Authors

  1. Kolish, Elaine D. JD

Abstract

In 2006, the Council of Better Business Bureaus and 10 leading US food and beverage companies and quick-serve restaurants launched the Children's Food and Beverage Advertising Initiative (CFBAI), an advertising self-regulation program, to encourage healthier dietary choices by shifting advertising primarily directed to children to foods that have fewer calories; are lower in sugars, sodium, and fat; and are more nutrient dense. Historically, regulation on children's advertising issues has focused on children aged 2 to 11 years (or children aged 2-12 years), and self regulation has focused on children aged 2 to 11 years. Thus, the CFBAI also is focused on advertising directed to children younger than 12 years. Initially, to promote participation and magnify the program's impact, the CFBAI permitted these companies, who represent the majority of food advertising to children on TV, to use, subject to the CFBAI's review and approval, company-specific nutrition criteria to identify healthier foods that could be advertised to children.

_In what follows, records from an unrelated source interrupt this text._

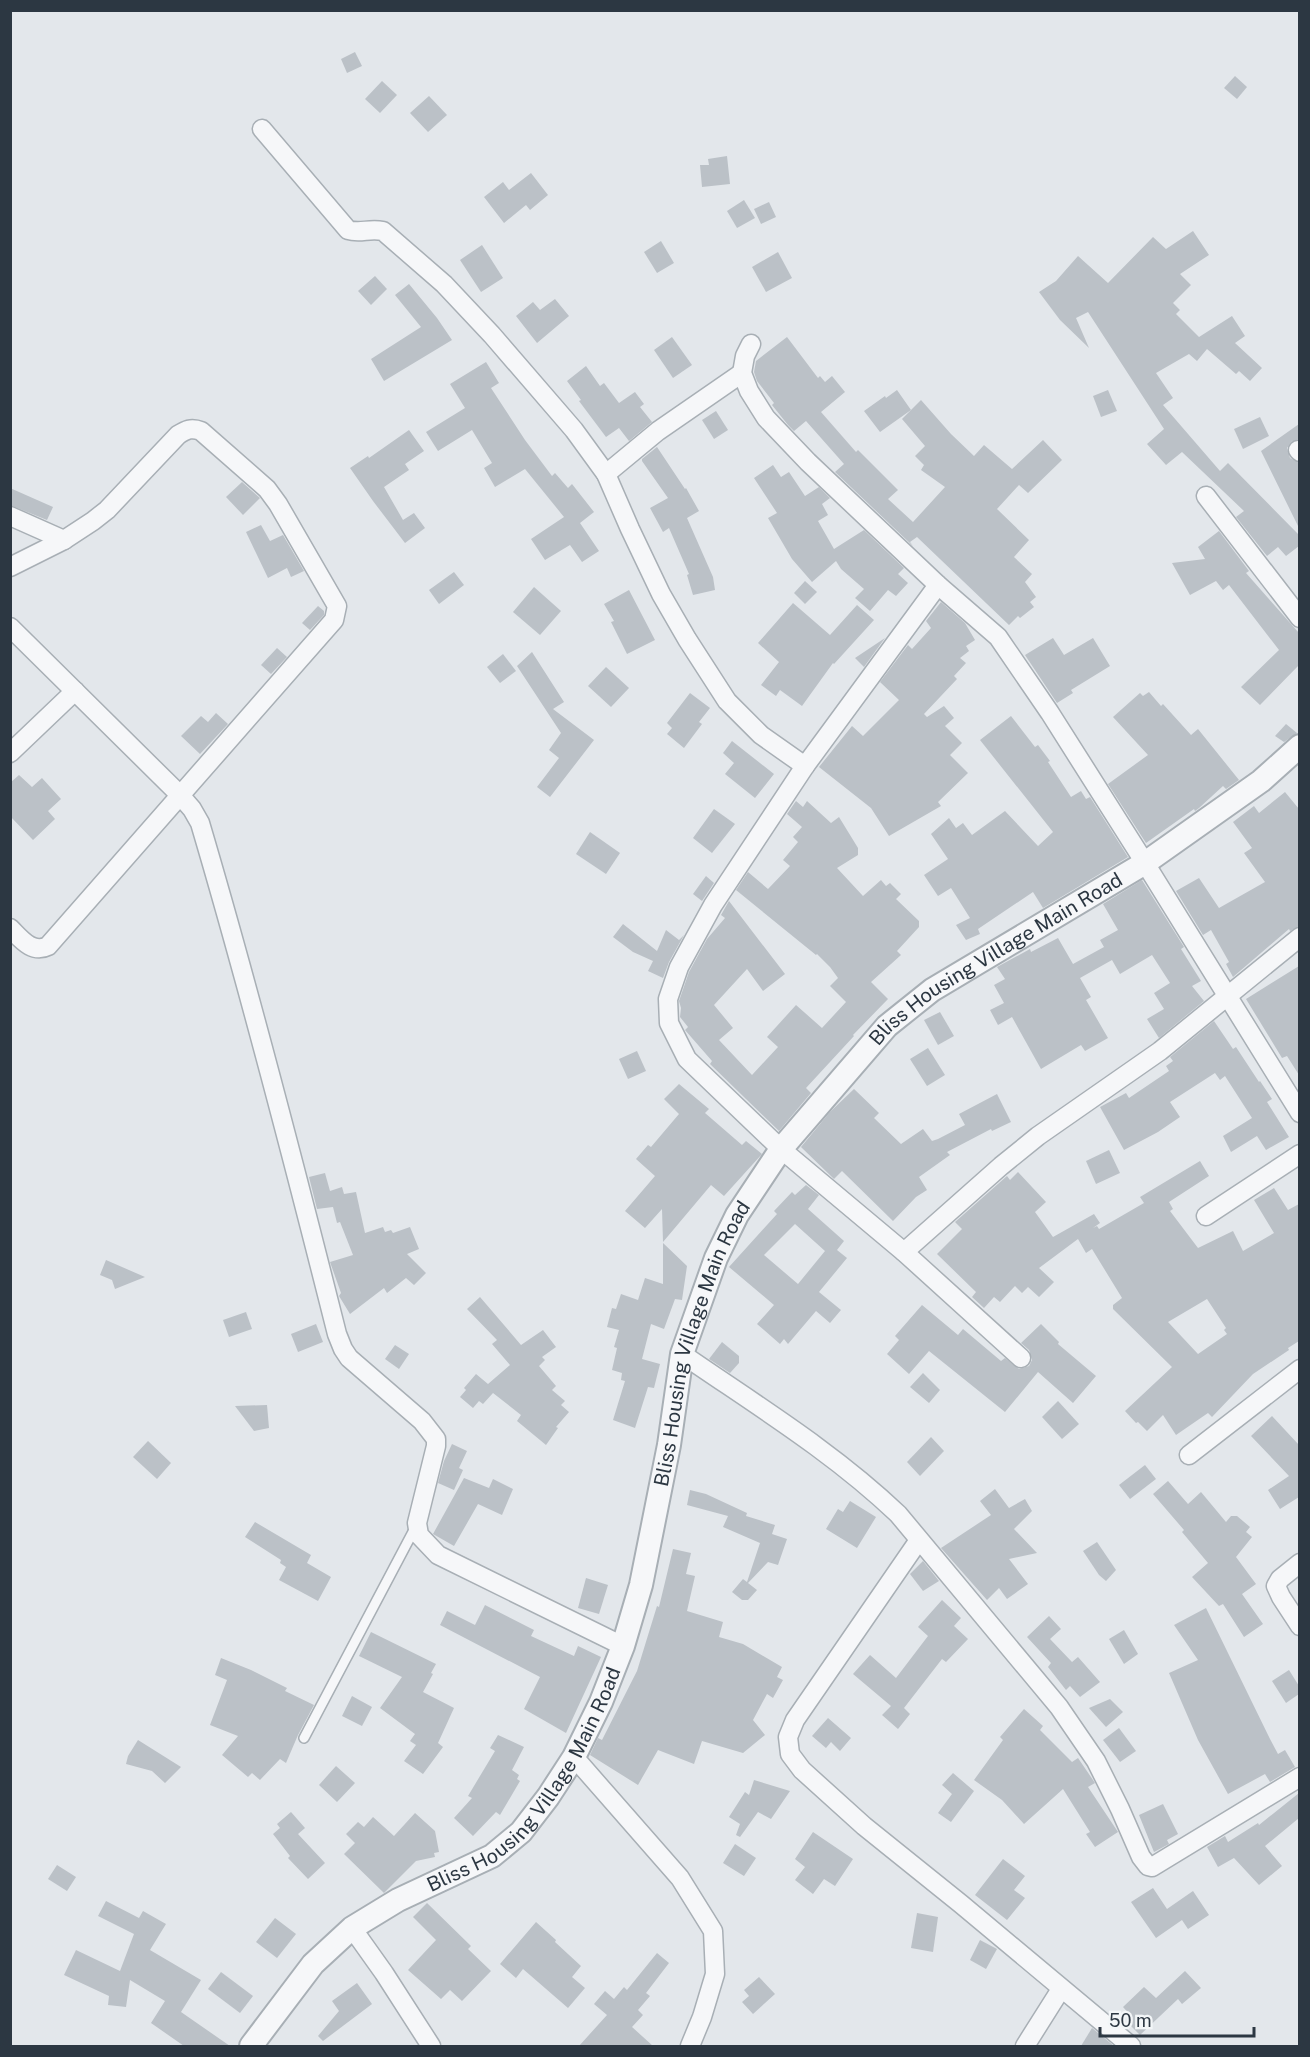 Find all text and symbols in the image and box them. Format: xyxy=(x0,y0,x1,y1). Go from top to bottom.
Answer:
street label: Bliss Housing Village Main Road xyxy=(864,867,1127,1050)
street label: Bliss Housing Village Main Road xyxy=(649,1196,755,1489)
street label: Bliss Housing Village Main Road xyxy=(423,1663,626,1897)
scale bar xyxy=(1100,2000,1254,2038)
text: 50 m xyxy=(1109,2010,1152,2031)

This approach balanced flexibility (company-developed standards) with rigor (standards have to be consistent with established scientific and/or government standards and approved by the CFBAI). In July 2011, the CFBAI announced an agreement that new CFBAI-developed category-specific uniform nutrition criteria would become, as of December 31, 2013, the foundation for the child-directed advertising of the now 17 companies participating in the CFBAI ("participants"). At that time, the CFBAI posted a white paper it had prepared about the criteria on its Web site. To more widely inform the nutrition profession community about this development, this article provides an overview and summarizes the rationale for the criteria. The CFBAI and nutritionists and food scientists from the CFBAI's participants developed the new criteria after extensively reviewing the 2010 Dietary Guidelines for Americans, other respected nutrition standards or recommendations from organizations such as the Institute of Medicine, and criteria the Interagency Working Group on Food Marketed to Children had tentatively proposed. In addition to defining food categories and setting uniform criteria to be used by all participants, the new criteria are stronger overall than the prior company-specific criteria and will lead to further improvements and innovations in the foods advertised to children.